**TASK DESCRIPTION**
Would you return the listing that follows exactly, leaving its pictures behind?

**DATA IN THIS EXERCISE**
________

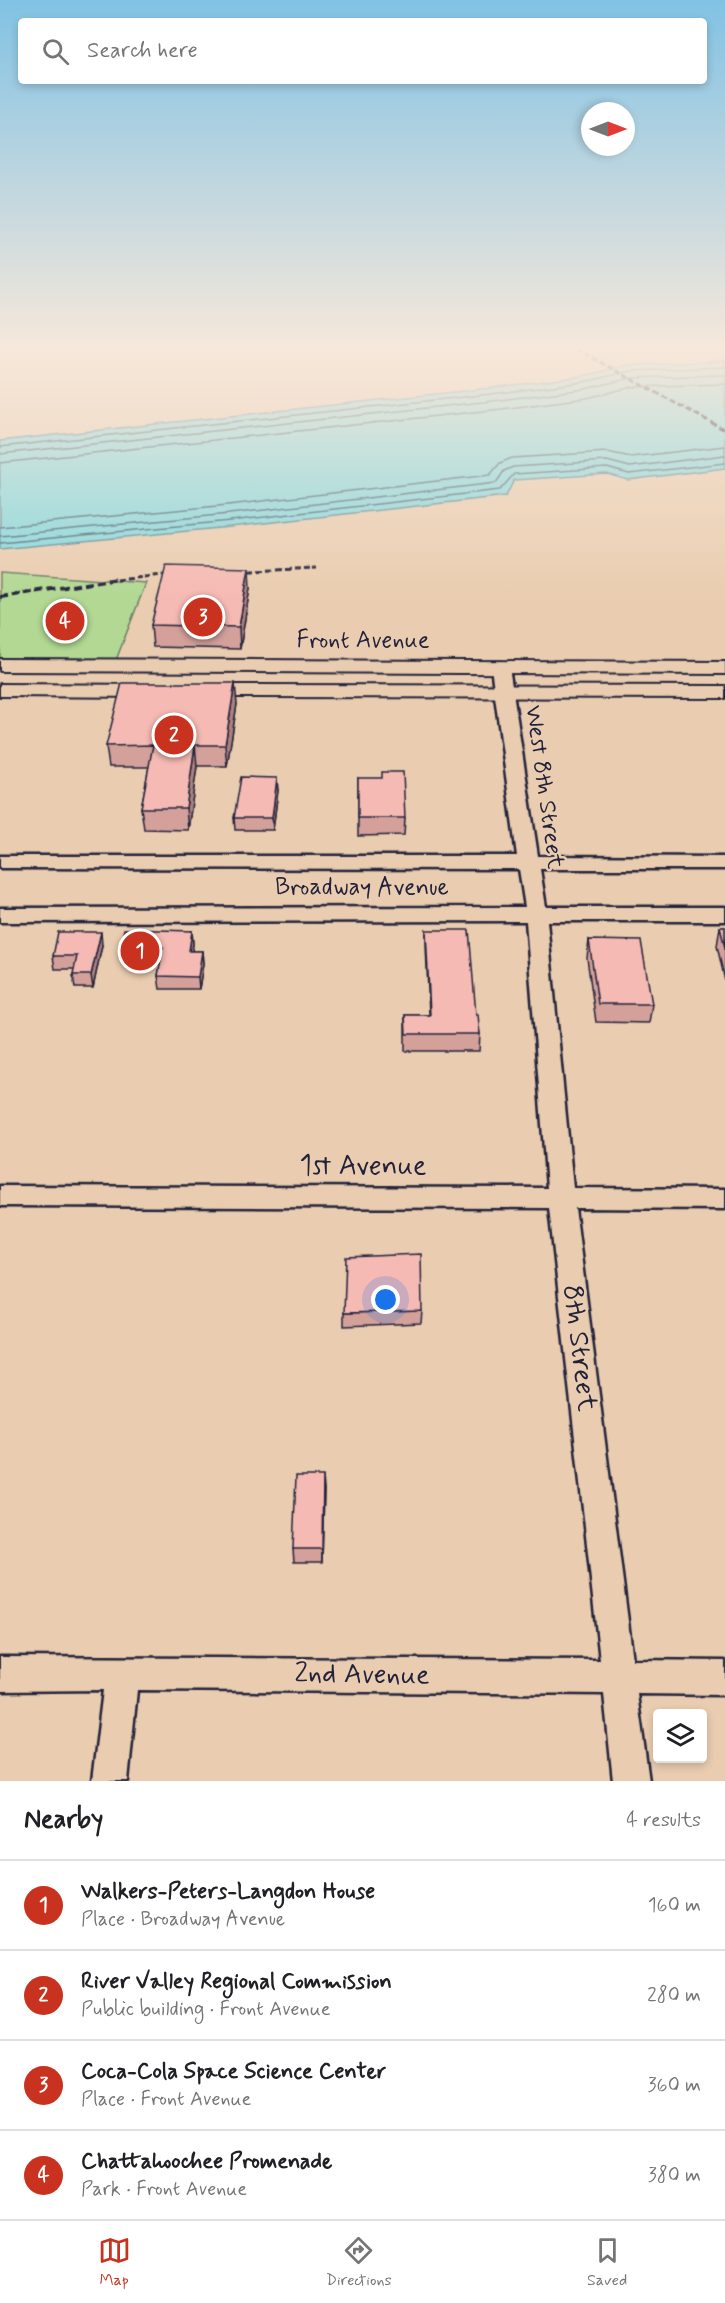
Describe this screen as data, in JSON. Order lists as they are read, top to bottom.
{
  "streets": {
    "street": [
      "Front Avenue",
      "West 8th Street",
      "Broadway Avenue",
      "1st Avenue",
      "8th Street",
      "2nd Avenue"
    ]
  },
  "crossings": [
    ["Front Avenue", "West 8th Street"],
    ["West 8th Street", "Broadway Avenue"],
    ["West 8th Street", "8th Street"],
    ["Broadway Avenue", "8th Street"],
    ["1st Avenue", "8th Street"],
    ["8th Street", "2nd Avenue"]
  ],
  "north": "right",
  "page": {
    "search": "Search here",
    "pins": [
      "3",
      "4",
      "2",
      "1"
    ],
    "heading": ["Nearby", "4 results"],
    "list": [
      {
        "mark": "1",
        "name": "Walkers-Peters-Langdon House",
        "note": "Place · Broadway Avenue",
        "value": "160 m"
      },
      {
        "mark": "2",
        "name": "River Valley Regional Commission",
        "note": "Public building · Front Avenue",
        "value": "280 m"
      },
      {
        "mark": "3",
        "name": "Coca-Cola Space Science Center",
        "note": "Place · Front Avenue",
        "value": "360 m"
      },
      {
        "mark": "4",
        "name": "Chattahoochee Promenade",
        "note": "Park · Front Avenue",
        "value": "380 m"
      }
    ],
    "nav": ["Map", "Directions", "Saved"]
  }
}
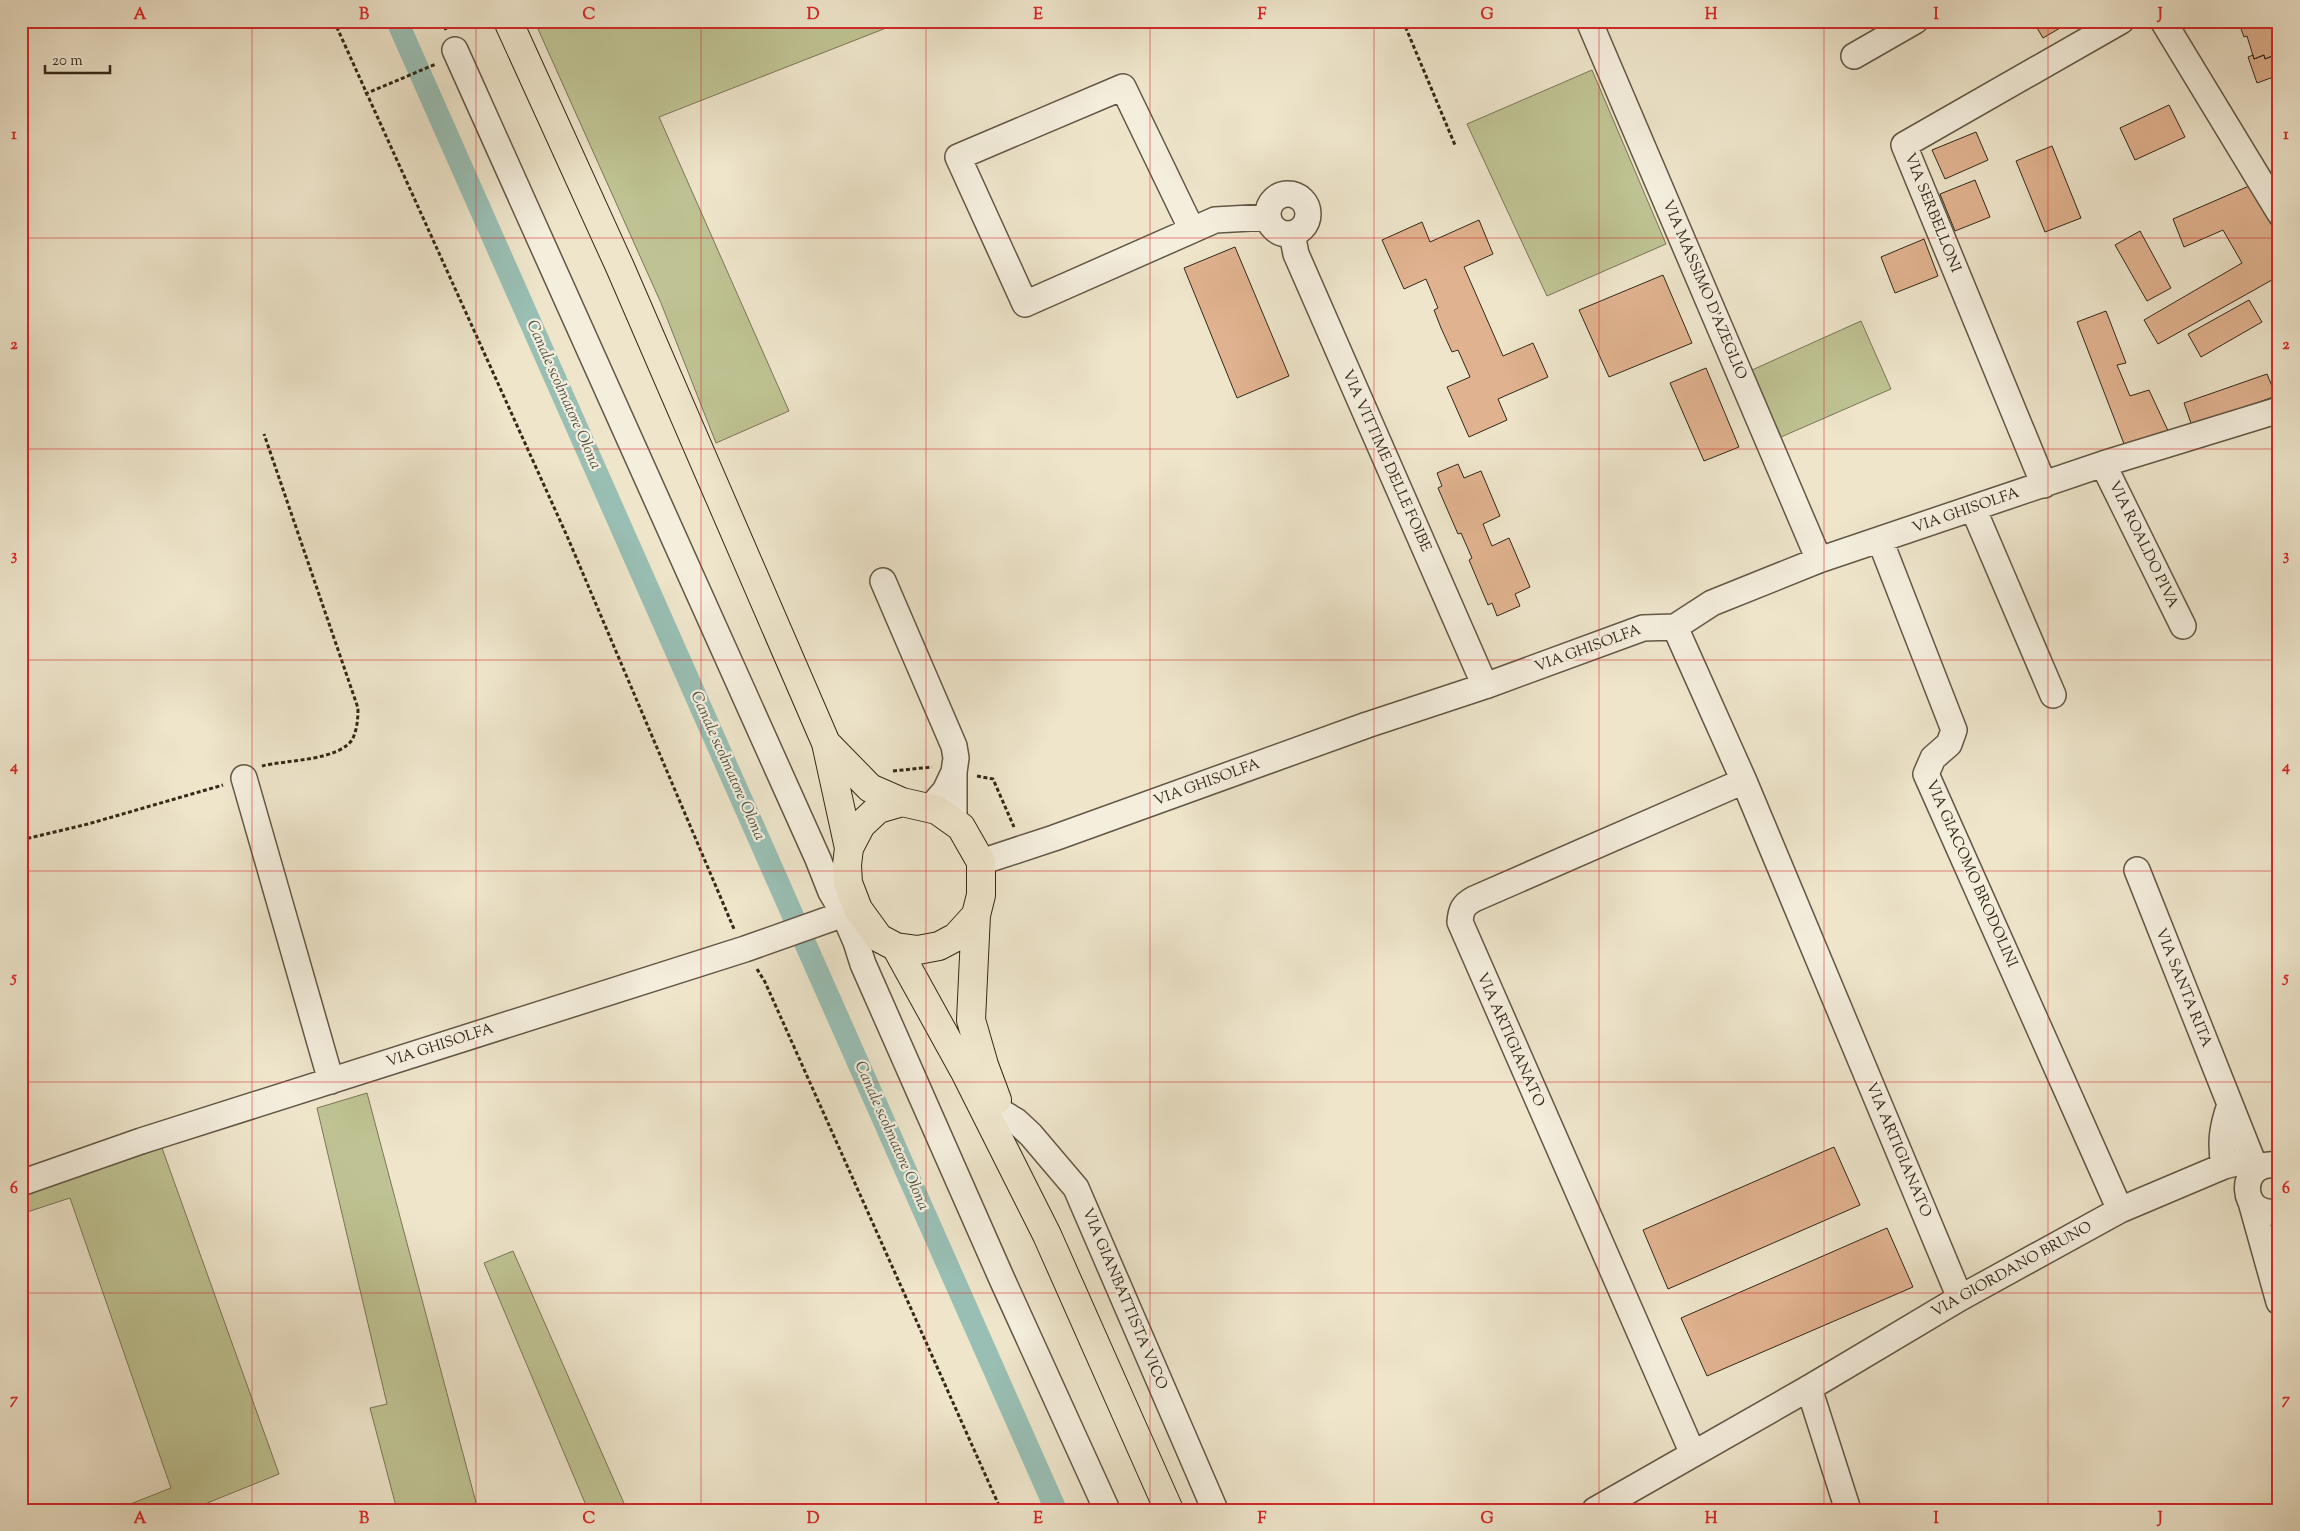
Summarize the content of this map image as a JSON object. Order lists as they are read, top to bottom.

________

**EXERCISE ANSWER**
Describe this screen as data, in JSON. Order lists as they are read, top to bottom.
{
  "streets": {
    "street": [
      "Front Avenue",
      "West 8th Street",
      "Broadway Avenue",
      "1st Avenue",
      "8th Street",
      "2nd Avenue"
    ]
  },
  "crossings": [
    ["Front Avenue", "West 8th Street"],
    ["West 8th Street", "Broadway Avenue"],
    ["West 8th Street", "8th Street"],
    ["Broadway Avenue", "8th Street"],
    ["1st Avenue", "8th Street"],
    ["8th Street", "2nd Avenue"]
  ],
  "north": "right",
  "page": {
    "search": "Search here",
    "pins": [
      "3",
      "4",
      "2",
      "1"
    ],
    "heading": ["Nearby", "4 results"],
    "list": [
      {
        "mark": "1",
        "name": "Walkers-Peters-Langdon House",
        "note": "Place · Broadway Avenue",
        "value": "160 m"
      },
      {
        "mark": "2",
        "name": "River Valley Regional Commission",
        "note": "Public building · Front Avenue",
        "value": "280 m"
      },
      {
        "mark": "3",
        "name": "Coca-Cola Space Science Center",
        "note": "Place · Front Avenue",
        "value": "360 m"
      },
      {
        "mark": "4",
        "name": "Chattahoochee Promenade",
        "note": "Park · Front Avenue",
        "value": "380 m"
      }
    ],
    "nav": ["Map", "Directions", "Saved"]
  }
}
Summarize the content of this map image as a JSON object. Order lists as they are read, top to bottom.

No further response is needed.